US regulators are now reviewing Teva Pharmaceutical’s experimental anti-CGRP therapy fremanezumab for the preventive treatment of migraine, and have also granted the drug a fast track designation for the prevention of cluster headache.

Fremanezumab is a monoclonal antibody designed to bind to and inhibit the activity of calcitonin gene-related peptide (CGRP), which is believed to play a role in both migraine and cluster headache.

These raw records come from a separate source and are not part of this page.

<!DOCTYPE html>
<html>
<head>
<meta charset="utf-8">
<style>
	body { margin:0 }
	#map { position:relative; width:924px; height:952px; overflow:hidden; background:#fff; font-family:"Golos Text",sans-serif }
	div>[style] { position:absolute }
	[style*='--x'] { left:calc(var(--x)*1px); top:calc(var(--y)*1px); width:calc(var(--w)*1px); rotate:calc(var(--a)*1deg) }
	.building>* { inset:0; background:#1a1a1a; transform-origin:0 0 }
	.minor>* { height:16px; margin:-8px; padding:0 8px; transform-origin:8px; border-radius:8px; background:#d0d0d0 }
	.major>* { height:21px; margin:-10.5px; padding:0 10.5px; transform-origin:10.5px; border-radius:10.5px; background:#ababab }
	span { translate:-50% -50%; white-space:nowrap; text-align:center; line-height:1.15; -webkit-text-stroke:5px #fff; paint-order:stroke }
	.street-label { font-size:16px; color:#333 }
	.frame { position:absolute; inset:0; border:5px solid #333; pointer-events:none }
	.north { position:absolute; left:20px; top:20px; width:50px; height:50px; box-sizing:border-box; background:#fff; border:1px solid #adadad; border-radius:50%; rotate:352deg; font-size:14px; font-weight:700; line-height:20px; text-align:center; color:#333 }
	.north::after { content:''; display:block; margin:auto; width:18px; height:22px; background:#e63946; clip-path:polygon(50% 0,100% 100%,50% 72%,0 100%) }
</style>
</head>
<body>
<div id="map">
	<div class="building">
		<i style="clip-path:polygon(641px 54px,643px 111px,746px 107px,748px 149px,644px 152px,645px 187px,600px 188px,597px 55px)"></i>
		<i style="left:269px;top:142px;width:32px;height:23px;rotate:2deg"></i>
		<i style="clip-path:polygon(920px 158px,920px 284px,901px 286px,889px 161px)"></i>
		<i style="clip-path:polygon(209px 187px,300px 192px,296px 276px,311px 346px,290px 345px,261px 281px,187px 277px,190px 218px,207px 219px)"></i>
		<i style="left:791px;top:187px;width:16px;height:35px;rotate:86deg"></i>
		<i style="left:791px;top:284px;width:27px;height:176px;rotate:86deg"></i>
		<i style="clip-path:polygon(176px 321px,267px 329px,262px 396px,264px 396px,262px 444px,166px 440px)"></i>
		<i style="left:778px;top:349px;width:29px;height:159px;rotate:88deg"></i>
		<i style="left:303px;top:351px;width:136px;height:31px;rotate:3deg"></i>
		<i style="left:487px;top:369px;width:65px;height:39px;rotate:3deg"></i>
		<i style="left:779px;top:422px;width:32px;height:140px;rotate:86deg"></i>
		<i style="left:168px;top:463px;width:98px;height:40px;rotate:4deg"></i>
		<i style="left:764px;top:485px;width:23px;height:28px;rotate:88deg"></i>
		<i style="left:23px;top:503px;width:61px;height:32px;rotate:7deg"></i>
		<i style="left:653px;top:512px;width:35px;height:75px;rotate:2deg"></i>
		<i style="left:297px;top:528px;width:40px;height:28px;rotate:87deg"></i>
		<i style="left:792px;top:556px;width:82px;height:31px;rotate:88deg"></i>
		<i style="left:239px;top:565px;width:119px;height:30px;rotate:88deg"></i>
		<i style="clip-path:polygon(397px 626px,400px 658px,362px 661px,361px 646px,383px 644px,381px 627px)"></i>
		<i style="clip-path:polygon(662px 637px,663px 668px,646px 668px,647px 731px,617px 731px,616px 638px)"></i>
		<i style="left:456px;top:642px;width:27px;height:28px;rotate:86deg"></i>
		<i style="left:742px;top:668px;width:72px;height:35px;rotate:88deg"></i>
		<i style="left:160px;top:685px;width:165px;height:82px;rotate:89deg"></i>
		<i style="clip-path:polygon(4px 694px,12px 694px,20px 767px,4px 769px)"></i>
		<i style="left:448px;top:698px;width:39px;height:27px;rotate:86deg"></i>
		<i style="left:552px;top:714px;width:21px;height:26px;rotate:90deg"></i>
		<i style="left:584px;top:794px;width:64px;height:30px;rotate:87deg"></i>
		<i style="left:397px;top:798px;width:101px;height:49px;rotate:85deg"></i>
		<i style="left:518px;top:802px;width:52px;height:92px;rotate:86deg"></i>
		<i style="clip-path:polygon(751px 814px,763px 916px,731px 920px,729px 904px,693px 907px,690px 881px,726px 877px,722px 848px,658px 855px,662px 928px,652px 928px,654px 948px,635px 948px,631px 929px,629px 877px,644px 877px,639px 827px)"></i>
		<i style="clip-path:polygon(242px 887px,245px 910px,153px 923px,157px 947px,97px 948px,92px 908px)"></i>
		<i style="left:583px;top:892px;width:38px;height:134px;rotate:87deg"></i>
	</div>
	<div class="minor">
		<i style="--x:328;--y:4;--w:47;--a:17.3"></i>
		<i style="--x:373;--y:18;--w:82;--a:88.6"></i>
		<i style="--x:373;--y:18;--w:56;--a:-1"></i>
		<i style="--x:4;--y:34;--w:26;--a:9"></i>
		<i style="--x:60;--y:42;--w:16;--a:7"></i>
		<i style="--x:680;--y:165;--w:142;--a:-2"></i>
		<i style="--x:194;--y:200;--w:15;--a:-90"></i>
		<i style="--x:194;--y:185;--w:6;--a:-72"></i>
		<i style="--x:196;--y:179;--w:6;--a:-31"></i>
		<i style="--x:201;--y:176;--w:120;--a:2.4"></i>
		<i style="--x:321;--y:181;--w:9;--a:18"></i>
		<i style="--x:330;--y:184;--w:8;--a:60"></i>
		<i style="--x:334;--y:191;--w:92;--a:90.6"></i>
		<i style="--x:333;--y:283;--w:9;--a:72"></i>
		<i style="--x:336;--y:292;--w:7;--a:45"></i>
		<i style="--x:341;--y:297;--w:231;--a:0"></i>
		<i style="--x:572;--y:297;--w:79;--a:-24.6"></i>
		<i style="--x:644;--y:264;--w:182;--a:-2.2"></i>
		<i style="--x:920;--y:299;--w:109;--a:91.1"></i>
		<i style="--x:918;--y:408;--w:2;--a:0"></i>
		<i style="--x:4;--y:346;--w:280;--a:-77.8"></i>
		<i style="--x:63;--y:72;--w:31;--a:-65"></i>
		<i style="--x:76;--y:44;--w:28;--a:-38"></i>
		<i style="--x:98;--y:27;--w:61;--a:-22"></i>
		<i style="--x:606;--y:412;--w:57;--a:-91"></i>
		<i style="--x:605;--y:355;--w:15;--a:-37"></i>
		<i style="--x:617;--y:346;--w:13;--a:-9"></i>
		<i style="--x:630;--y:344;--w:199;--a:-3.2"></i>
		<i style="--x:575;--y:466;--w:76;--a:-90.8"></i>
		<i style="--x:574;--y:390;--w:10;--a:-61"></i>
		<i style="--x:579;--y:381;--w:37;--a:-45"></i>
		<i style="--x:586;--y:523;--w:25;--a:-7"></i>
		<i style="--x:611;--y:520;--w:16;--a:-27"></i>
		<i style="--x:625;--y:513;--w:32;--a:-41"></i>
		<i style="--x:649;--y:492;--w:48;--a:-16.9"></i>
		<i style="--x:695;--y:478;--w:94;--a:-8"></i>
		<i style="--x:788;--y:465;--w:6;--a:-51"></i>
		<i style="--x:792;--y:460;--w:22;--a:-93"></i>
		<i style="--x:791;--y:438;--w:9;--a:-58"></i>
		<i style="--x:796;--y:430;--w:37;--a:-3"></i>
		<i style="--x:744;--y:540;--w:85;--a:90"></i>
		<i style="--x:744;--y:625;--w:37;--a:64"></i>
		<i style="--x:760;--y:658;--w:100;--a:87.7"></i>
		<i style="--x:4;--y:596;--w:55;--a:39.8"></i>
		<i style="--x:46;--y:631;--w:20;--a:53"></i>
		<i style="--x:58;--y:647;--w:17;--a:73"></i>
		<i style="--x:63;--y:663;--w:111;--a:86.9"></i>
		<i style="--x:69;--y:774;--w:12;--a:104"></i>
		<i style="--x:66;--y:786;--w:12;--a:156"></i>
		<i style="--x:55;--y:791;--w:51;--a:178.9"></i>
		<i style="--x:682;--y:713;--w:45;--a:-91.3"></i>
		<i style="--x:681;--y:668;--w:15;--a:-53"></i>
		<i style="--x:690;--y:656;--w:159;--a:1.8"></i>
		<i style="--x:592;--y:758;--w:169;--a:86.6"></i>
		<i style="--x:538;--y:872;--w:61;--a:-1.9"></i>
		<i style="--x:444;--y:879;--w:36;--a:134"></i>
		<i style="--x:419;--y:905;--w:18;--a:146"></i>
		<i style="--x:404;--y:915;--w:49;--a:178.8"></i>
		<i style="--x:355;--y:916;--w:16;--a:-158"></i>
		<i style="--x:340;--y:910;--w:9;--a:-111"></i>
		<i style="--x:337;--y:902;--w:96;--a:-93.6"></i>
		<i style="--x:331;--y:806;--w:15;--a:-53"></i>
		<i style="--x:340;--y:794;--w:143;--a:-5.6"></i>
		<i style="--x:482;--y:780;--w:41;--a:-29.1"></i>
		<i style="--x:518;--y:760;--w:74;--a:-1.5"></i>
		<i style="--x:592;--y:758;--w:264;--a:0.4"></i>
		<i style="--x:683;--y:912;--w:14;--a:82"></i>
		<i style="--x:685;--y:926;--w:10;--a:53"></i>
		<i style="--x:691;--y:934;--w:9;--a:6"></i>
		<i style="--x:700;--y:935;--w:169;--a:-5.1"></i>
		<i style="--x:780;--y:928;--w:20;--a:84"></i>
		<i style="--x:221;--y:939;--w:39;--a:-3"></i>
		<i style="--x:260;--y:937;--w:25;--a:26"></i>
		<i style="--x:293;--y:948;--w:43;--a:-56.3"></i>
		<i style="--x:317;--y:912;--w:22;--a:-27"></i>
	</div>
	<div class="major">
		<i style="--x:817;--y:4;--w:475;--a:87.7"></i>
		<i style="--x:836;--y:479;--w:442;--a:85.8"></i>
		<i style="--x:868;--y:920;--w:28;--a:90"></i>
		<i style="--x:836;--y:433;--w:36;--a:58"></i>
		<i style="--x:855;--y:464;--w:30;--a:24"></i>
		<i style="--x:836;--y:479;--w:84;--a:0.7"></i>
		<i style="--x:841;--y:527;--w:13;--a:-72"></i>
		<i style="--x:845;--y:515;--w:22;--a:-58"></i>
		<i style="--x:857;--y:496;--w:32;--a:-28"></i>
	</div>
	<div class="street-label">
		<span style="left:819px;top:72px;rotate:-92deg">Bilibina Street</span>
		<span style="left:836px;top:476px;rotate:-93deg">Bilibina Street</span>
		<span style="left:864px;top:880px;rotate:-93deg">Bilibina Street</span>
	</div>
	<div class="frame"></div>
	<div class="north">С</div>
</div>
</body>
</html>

The submission includes data from the HALO clinical trial programme, which assessed both quarterly and monthly dose regimens in studies involving more than 2,000 patients with episodic migraine (EM) and chronic migraine (CM), in which fremanezumab “achieved statistically significant results across all trial endpoints”.

Data show that the percentage of CM patients with a reduction of at least 50 percent in the average number of headache days per month was 38 percent in the fremanezumab-quarterly group, 41 percent in the fremanezumab-monthly group, and 18 percent in the placebo group.

The reduction in the average number of headache days per month was around 4.3 with fremanezumab quarterly, 4.6 with monthly dosing, and 2.5 with placebo.

The Israeli drugmaker said it acquired a priority review voucher to speed up the review of fremanezumab, and that it expects a regulatory decision by the middle of next year.